Far from being outlandish, they say, cloning is among a number of breeding techniques that are becoming mainstays of the industry.
Europeans are already deeply involved in related businesses that have grown rapidly in recent years as breeders seek the most productive animals. Some of the biggest cattle genetics companies and cooperatives in the world — including Alta Genetics, CRV, Genus and Viking Genetics — are European-owned.
Fierce public opposition has limited the use of cloning in Europe, however, leaving producers fearful of falling behind competitors in the US and elsewhere.
“We mustn’t build up a fortress against cloning and the offspring of clones,” said Arnaud Petit, a director at Copa-Cogeca, the largest European association of farmers and cooperatives. “We have to produce more food with fewer resources and less impact on the environment, and cloning could be one of the ways forward.”
This month, the European Parliament voted to ban the sale of meat and dairy from cloned animals and from the offspring of clones.
However, European governments are wary of fomenting a new trade war with major agricultural trading partners like Argentina, Brazil and the US.
They will begin negotiating next month with parliament members to finish the rules.
In the last three years in Britain, farmers used imported embryos to produce at least three animals. That prompted a storm of criticism in the national media, while opponents of cloning warned that foods were about to appear in supermarkets without proper safety checks.

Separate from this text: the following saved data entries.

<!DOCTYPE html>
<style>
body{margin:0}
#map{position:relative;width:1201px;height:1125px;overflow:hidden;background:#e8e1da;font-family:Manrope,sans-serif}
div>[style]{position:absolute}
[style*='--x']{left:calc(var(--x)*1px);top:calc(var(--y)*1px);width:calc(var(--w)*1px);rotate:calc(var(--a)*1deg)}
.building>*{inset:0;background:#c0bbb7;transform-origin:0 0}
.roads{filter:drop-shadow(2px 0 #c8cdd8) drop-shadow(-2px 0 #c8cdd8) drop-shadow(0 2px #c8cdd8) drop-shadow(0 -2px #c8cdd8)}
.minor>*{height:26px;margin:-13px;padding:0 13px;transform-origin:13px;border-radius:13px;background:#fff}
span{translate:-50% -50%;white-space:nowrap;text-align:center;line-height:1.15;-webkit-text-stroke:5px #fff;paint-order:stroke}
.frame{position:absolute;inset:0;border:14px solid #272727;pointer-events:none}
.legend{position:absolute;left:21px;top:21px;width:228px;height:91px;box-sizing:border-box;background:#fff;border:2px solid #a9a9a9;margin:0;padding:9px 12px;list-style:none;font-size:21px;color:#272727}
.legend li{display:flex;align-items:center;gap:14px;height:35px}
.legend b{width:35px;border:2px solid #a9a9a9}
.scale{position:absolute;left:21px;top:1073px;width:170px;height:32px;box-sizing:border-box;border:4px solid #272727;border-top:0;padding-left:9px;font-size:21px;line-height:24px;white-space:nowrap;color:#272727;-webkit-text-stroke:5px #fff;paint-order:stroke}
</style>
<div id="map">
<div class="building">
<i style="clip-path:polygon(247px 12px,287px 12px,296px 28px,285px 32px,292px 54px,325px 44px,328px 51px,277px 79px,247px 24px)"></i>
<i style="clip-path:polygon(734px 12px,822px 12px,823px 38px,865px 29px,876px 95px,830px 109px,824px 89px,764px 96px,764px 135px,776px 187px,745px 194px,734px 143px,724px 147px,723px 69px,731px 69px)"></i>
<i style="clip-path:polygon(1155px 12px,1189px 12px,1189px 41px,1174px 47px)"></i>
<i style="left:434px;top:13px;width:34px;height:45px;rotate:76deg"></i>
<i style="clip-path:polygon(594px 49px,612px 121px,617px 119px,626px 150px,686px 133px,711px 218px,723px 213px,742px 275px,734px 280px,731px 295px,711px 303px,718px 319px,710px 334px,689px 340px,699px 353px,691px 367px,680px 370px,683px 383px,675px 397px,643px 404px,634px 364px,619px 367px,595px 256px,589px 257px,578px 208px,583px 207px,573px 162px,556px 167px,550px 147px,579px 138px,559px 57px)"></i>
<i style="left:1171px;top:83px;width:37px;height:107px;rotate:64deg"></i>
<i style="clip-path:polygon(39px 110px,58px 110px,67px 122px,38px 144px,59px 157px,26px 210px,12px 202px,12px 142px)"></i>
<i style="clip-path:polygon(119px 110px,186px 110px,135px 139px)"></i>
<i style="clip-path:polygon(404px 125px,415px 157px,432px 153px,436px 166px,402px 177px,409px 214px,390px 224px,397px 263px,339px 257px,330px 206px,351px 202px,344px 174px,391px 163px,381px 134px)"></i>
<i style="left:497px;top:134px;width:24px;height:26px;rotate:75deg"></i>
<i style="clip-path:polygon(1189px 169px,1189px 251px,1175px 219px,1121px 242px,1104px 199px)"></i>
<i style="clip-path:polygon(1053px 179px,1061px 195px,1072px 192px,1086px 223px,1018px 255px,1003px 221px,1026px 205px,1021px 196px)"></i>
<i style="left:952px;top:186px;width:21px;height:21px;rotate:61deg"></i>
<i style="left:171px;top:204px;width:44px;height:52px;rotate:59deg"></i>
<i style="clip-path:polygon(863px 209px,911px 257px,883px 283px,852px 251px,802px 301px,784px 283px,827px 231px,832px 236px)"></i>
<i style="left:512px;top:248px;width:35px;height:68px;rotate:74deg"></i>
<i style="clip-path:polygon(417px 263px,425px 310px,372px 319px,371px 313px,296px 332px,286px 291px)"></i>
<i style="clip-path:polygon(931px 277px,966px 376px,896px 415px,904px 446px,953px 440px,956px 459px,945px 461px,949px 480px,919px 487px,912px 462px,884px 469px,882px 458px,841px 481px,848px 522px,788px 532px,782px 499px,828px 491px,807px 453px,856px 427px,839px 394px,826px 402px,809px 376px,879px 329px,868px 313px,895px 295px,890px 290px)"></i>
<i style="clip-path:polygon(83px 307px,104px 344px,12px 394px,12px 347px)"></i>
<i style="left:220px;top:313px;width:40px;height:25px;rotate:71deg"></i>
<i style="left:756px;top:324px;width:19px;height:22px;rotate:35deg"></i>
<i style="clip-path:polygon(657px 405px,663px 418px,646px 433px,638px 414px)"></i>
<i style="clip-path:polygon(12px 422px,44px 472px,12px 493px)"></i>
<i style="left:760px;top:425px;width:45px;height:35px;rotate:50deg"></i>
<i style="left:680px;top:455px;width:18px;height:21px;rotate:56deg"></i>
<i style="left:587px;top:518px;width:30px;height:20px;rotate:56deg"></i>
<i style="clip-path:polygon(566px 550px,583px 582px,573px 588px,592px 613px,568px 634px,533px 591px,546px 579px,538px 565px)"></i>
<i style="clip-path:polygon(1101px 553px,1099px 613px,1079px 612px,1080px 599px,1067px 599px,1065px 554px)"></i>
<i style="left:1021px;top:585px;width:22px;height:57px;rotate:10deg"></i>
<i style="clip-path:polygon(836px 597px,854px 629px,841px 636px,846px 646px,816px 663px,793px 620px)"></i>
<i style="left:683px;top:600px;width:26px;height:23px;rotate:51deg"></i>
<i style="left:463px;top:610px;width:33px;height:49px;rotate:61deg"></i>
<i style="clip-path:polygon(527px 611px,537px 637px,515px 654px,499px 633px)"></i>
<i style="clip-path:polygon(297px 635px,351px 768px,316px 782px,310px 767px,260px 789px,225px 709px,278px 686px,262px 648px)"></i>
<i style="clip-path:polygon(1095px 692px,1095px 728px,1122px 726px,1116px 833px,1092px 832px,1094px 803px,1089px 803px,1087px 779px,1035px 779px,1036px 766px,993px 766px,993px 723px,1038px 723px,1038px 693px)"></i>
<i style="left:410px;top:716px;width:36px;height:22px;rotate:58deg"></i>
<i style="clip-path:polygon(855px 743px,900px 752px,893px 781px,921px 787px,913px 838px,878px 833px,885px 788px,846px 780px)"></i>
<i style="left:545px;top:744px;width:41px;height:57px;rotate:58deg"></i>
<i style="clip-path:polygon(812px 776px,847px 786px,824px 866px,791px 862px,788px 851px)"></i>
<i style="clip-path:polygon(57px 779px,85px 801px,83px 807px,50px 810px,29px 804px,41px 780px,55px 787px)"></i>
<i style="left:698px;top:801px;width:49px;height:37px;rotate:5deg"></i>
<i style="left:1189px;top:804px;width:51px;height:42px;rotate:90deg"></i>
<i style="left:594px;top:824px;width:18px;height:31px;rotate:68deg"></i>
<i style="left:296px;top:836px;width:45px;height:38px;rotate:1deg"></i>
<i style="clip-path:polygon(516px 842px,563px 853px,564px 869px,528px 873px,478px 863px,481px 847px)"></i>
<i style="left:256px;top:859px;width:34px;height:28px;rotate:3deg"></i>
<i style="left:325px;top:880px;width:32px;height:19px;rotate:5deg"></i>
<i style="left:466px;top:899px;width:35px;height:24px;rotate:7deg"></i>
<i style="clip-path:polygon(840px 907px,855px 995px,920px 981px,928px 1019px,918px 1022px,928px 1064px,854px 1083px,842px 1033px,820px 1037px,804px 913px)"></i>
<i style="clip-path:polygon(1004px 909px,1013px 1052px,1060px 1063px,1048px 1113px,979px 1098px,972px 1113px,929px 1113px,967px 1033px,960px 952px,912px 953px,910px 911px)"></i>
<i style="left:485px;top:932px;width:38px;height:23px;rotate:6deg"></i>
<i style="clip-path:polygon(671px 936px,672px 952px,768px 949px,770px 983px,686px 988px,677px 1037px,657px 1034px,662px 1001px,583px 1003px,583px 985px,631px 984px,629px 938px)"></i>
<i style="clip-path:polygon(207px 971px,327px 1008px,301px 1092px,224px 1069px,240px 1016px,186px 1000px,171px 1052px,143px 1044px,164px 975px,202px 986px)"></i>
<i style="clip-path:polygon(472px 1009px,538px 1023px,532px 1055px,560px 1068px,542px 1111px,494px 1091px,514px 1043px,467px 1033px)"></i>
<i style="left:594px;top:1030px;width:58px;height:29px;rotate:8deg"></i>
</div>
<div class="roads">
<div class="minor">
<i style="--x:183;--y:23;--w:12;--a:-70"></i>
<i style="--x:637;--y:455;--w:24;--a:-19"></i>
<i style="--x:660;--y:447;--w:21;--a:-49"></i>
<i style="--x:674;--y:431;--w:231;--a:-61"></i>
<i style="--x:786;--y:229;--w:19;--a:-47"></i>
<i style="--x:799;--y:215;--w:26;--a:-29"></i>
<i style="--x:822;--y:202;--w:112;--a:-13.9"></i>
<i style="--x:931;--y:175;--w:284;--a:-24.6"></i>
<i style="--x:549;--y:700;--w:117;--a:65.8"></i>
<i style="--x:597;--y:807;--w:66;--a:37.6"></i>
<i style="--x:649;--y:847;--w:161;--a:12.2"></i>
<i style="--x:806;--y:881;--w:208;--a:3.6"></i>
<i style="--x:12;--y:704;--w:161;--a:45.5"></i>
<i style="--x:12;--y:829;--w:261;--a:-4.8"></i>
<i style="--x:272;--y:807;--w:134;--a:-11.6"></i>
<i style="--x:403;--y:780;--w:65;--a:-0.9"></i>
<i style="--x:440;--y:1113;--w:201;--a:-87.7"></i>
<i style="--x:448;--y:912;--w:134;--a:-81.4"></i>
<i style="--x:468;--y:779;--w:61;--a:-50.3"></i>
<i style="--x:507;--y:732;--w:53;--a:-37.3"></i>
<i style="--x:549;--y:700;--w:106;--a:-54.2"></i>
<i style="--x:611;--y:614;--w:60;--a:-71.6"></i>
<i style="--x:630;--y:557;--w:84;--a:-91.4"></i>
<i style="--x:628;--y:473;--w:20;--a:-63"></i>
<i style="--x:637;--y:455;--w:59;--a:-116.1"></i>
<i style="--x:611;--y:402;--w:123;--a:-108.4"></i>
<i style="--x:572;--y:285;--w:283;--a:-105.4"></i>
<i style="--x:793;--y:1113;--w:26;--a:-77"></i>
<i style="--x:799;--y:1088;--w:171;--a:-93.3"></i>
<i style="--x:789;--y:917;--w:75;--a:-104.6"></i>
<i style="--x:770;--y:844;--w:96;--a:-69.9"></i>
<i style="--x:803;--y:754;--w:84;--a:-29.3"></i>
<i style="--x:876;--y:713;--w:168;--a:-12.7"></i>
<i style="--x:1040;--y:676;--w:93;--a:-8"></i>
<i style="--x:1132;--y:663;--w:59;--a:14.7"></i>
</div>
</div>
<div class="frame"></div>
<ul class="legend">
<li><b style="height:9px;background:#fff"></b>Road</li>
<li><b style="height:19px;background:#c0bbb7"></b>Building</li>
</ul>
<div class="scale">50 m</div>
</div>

An employee at Humphreston Farm, near Birmingham — the farm at the center of that storm — said the owners, Michael and Oliver Eaton, had since sold their herd and were growing crops instead.
The employee, who would not give his name, said the Eaton family did not want to comment on what had happened to their cows bred from clones.
Another British dairy farmer said he was using milk from a cow bred from a clone as part of his daily production. He also said he was selling embryos from the same cow to breeders in Canada.
The farmer insisted on anonymity, saying that the British public regarded cloning as so distasteful that buyers would stop taking his milk.
He also said that he did not want to be required to get rid of a valuable cow. His activities appear to be at odds with the position of the British Department for Environment, Food and Rural Affairs. A spokeswoman for the department said last week that, as far as officials were aware, no meat or dairy from the offspring of clones bred from imports of semen or embryo had entered the food chain in Britain.
In Switzerland, the government says “several hundred” cattle that are second or third-generation descendants of clones are in the country. It notes, however, that that is a “very low” percentage of the 1.5 million head of cattle there.
The race to produce the first cloned fighting bulls in Spain initially involved two rival teams. But ViaGen, a large biotechnology company based in Texas, has slowed down its efforts in Spain, citing the controversy over the procedure in Europe.
“We just didn’t want to rock any boats,” ViaGen president Mark Walton said.
Yet Diez, who performed the insemination that led to Got, said he expected clones and their offspring to become more common in a few years for livestock farmers in Europe because of the growing demand for high-quality meat at affordable prices.
“When you can select animals that produce so much more meat per kilo of grain feed, the logic of cloning is inevitable,” he said.